Ahli hadits terkemuka daratan Maroko, asy-Syaikh al-‘Allamah al-Muhaddits Abdullah ibn Muhammad ibn ash-Shiddiq al-Ghumari (w 1413 H), dalam kitab karyanya berjudul ‘Aqidah Ahl al-Islam Fi Nuzul ‘Isa, asy-Syaikh, menuliskan:

"قال النيسابوري في تفسيره: "أما قوله : وَرَافِعُكَ إِلَيَّ " فالمشبهة تمسكوا بمثله في إثبات المكان لله وأنه في السماء، لكن الدلائل القاطعة دلّت على أنه متعال عن الحيز والجهة، فوجب حمل هذا الظاهر على التأويل بأن المراد إلي محل كرامتي"

“an-Naisaburi dalam menafsirkan firman Allah: “Wa Rafi’uka Ilayya” (QS. Ali ‘Imran: 55) mengatakan bahwa kaum Musyabbihah telah berpegang tegung kepada zahir ayat-ayat semacam ini untuk menetapkan adanya tempat bagi Allah, yaitu menurut mereka adalah arah atas. Namun demikian dalil-dalil yang sangat kuat dan pasti telah menunjukan bahwa Allah maha suci dari tampat dan arah. Dengan demikian maka wajib memahami ayat semacam ini tidak dalam makna zhahirnya, tapi dengan metode takwil. Dan makna ayat tersebut di atas ialah bahwa Allah telah mengangkat Nabi Isa ke langit, ke tampat yang dimuliakan oleh Allah” (‘Aqidah Ahl al-Islam Fi Nuzul ‘Isa, hal. 29).
al-Imam al-Bayhaqi (w 458 H) dalam Al-Asma’ Wa ash-Shifat; Allah Ada Tanpa Tempat al-Imam al-Hafizh Abu Bakr Ahmad ibn al-Husain al-Bayhaqi (w 458 H) penulis as-Sunan al-Kubra menuliskan sebagai berikut:

"والذي روي في ءاخر هذا الحديث [أي حديث :"والذي نفسُ محمد بيده لو أنكم دليتم أحدكم بحبل إلى الأرض السابعة لهبط على الله تبارك وتعالى" وهو حديث ضعيف] إشارة إلى نفي المكان عن الله تعالى، وأن العبد أينما كان فهو في القرب والبعد من الله تعالى سواء، وأنه الظاهر فيصح إدراكه بالأدلة، الباطن فلا يصح إدراكه بالكون في مكان. واستدل بعض أصحابنا في نفي المكان عنه بقول النبي صلى الله عليه وسلم: "أنت الظاهر فليس فوقك شىء، وأنت الباطن فليس دونك شىء"، وإذا لم يكن فوقه شىء ولا دونه شىء لم يكن في مكان"

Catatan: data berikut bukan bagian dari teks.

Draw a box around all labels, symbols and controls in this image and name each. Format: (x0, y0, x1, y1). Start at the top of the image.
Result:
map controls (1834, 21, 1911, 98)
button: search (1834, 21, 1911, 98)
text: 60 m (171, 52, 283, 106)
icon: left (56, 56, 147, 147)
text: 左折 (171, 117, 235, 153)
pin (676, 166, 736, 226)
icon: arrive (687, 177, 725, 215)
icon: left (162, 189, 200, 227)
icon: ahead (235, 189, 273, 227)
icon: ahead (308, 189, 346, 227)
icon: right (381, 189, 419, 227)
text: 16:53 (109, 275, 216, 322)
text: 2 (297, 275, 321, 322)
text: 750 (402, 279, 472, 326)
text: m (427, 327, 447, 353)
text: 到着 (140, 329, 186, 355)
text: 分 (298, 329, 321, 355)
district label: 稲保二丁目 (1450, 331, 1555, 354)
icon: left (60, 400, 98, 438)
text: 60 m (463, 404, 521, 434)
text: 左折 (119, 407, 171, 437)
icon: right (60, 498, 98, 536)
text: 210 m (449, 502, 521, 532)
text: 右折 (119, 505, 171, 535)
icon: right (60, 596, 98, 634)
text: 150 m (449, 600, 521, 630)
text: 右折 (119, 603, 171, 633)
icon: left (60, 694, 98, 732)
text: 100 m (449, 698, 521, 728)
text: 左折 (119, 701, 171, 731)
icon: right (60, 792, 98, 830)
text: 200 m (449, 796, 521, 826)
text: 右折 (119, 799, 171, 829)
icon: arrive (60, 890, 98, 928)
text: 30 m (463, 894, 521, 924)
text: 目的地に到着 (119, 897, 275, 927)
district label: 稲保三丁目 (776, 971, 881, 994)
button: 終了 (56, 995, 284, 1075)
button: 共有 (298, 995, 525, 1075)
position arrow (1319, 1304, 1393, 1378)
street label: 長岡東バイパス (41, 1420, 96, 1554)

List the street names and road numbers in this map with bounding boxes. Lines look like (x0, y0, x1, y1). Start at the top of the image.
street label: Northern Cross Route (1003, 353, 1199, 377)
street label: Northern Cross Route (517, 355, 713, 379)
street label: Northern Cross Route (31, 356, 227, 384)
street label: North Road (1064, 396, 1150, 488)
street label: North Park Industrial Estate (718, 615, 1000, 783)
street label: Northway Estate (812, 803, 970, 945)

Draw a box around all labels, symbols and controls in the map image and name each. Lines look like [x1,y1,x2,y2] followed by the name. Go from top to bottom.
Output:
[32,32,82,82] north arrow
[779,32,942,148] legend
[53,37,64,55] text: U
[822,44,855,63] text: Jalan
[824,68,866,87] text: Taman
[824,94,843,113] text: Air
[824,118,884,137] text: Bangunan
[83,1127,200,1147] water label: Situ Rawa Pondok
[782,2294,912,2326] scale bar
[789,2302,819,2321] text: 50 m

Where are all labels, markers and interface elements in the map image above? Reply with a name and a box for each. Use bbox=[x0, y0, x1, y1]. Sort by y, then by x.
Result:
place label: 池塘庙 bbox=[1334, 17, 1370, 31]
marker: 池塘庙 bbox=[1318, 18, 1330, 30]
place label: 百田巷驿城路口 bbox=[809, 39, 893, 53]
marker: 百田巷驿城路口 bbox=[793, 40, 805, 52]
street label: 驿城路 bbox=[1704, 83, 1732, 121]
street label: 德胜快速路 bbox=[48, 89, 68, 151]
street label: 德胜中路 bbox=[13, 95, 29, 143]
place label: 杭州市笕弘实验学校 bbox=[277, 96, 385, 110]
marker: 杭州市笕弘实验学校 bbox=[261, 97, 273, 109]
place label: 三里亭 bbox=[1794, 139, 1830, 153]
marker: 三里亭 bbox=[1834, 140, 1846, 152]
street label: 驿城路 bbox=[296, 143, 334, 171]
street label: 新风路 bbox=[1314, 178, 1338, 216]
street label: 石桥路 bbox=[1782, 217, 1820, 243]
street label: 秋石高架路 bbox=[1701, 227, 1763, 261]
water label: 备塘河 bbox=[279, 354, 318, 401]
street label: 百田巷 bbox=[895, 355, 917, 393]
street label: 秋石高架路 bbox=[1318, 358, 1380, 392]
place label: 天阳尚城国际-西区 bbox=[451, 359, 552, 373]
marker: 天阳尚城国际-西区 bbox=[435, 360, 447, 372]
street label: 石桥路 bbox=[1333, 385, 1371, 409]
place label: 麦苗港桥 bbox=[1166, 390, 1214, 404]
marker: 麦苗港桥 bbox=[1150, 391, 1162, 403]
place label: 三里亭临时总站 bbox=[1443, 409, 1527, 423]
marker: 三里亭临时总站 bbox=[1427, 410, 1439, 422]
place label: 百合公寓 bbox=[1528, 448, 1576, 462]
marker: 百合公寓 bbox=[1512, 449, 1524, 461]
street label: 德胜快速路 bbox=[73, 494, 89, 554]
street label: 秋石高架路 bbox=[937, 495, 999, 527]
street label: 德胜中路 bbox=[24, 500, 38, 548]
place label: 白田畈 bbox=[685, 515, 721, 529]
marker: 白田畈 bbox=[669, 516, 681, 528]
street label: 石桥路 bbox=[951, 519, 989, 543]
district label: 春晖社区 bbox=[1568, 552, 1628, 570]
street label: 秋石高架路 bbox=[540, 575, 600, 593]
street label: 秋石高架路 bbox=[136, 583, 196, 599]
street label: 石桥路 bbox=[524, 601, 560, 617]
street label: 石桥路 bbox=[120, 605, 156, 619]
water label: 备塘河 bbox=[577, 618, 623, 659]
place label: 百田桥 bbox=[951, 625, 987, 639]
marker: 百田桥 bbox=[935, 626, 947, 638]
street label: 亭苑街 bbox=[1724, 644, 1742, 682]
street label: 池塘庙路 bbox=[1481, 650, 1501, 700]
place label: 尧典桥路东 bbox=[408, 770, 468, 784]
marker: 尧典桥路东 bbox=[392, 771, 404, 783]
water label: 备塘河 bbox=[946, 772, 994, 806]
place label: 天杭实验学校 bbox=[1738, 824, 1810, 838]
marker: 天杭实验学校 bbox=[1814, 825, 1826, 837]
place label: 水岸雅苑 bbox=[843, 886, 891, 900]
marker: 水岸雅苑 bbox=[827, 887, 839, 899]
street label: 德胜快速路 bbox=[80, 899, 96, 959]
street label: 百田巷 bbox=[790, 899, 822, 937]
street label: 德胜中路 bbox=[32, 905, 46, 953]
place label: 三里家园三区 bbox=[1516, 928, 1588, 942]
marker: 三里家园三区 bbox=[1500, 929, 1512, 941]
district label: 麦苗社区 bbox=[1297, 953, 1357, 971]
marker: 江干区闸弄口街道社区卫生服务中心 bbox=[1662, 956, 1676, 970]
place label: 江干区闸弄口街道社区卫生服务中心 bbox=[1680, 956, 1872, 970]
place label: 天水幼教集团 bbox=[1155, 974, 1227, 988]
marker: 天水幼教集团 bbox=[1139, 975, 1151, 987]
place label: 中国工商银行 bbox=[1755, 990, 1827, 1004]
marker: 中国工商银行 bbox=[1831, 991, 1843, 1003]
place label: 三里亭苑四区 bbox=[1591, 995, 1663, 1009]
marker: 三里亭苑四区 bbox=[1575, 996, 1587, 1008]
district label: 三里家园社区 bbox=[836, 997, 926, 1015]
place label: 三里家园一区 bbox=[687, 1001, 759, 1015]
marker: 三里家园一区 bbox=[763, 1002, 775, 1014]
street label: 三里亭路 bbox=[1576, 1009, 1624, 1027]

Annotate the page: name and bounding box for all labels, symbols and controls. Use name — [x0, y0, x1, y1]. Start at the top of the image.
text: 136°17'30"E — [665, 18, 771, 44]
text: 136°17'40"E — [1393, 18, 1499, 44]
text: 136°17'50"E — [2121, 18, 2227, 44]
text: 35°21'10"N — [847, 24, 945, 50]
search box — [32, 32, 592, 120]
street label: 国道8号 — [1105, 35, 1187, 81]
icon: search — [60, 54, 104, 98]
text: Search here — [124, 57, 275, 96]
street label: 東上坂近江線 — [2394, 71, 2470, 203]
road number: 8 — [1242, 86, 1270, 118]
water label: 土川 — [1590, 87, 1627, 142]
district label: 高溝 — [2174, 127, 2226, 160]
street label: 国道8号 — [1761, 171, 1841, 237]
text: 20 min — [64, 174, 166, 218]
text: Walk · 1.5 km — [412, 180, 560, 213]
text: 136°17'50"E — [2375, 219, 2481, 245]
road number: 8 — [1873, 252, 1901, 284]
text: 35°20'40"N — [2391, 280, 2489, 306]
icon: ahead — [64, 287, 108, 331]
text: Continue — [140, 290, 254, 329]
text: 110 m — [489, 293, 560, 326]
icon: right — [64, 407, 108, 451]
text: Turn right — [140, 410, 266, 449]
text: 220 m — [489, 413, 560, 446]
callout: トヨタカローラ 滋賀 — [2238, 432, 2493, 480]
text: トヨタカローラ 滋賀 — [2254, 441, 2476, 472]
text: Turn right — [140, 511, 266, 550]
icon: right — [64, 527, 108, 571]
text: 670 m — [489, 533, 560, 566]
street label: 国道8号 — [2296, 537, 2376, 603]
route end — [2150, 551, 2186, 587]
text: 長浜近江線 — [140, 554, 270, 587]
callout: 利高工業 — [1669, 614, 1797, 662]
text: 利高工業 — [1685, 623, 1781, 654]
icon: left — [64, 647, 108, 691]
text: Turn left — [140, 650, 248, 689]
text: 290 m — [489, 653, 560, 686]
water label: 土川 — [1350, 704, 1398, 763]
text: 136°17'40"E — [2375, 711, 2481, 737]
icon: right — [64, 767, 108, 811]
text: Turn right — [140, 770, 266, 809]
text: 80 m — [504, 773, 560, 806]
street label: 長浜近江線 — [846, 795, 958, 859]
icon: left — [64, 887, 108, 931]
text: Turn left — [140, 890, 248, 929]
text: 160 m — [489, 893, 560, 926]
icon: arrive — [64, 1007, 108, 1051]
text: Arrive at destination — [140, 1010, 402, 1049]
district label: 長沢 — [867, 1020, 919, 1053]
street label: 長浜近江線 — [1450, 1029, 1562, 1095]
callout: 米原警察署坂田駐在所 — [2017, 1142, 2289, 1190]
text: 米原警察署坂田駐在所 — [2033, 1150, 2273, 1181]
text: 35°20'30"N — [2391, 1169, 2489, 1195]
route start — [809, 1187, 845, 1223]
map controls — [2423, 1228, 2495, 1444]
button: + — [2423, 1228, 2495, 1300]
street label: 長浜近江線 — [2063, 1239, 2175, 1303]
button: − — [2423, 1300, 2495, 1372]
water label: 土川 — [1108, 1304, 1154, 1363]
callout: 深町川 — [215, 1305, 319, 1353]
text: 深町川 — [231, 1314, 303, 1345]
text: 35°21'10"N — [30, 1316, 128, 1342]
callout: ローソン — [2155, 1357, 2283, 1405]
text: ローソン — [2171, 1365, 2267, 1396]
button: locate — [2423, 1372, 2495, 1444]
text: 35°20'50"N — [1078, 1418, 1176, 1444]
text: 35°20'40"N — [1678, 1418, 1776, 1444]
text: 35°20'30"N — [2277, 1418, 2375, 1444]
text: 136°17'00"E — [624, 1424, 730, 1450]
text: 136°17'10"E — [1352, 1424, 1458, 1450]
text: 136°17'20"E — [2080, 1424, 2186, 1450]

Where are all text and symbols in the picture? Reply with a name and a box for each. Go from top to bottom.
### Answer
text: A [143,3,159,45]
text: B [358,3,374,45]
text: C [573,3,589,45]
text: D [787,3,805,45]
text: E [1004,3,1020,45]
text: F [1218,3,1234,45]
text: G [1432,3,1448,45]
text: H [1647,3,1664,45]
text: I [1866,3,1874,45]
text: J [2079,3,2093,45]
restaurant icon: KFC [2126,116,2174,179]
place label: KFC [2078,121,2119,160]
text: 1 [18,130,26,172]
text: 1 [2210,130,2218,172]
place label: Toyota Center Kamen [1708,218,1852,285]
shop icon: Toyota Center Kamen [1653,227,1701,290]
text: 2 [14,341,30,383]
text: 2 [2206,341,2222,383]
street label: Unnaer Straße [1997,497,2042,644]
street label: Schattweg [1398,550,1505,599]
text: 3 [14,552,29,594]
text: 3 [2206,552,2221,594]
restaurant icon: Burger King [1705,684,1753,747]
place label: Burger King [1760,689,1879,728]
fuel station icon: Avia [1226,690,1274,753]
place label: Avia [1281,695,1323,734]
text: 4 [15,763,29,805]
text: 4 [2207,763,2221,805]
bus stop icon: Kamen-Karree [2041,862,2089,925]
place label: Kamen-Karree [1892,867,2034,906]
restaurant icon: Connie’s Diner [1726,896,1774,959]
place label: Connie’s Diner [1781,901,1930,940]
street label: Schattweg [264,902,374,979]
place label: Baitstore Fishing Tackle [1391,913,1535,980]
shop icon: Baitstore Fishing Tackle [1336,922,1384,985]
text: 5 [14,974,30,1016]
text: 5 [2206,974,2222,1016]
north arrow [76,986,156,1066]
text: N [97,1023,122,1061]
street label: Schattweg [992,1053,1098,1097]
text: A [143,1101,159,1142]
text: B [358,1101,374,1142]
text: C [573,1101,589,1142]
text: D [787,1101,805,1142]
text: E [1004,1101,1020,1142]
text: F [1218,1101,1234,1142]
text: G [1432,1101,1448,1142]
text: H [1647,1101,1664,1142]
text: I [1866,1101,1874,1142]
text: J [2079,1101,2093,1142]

“Dan apa yg diriwayatkan dalam akhir hadits ini (Wa al-Ladzi Nafs Muhammad….. ) merupakan isyarat kepada peniadaan tempat bagi Allah, dan sesungguhnya para hamba pada dekat dan jauhnya bagi Allah sama saja, Dia Allah az-Zhahir; artinya bahwa adanya Allah dapat diketahui dengan adanya bukti-bukti, dan Dia Allah al-Bathin; artinya bahwa Allah tidak benar dapat diraih dengan menetapkan tempat bagi-Nya. Sebagian sahabat kami dalam meniadakan tempat dari Allah mengambil dalil dengan sabda Rasulullah: “Engkau Ya Allah az-Zhahir tidak ada sesuatu apapun di atas-Mu, dan Engkau Ya Allah al-Bathin yang tidak ada sesuatu apapun di bawah-Mu”, ketika disebutkan bahwa tidak ada sesuatu apapun di atas-Nya dan tidak ada sesuatu apapun di bawah-Nya itu artinya bahwa Allah ada tanpa tempat” (Al-Asma’ Wa ash-Shifat, hal. 400).
Masih dalam kitab al-Asma’ Wa ash-Shifat, al-Imam al-Bayhaqi juga menuliskan sebagai berikut:

"قال أبو سليمان الخطابي: وليس معنى قول المسلمين: إن الله استوى على العرش هو أنه مماس له أو متمكن فيه أو متحيز في جهة من جهاته، لكنه بائن من جميع خلقه، هـانما هو خبر جاء به التوقيف فقلنا به ونفينا عنه التكييف، إذ _ليس كمثله شيء"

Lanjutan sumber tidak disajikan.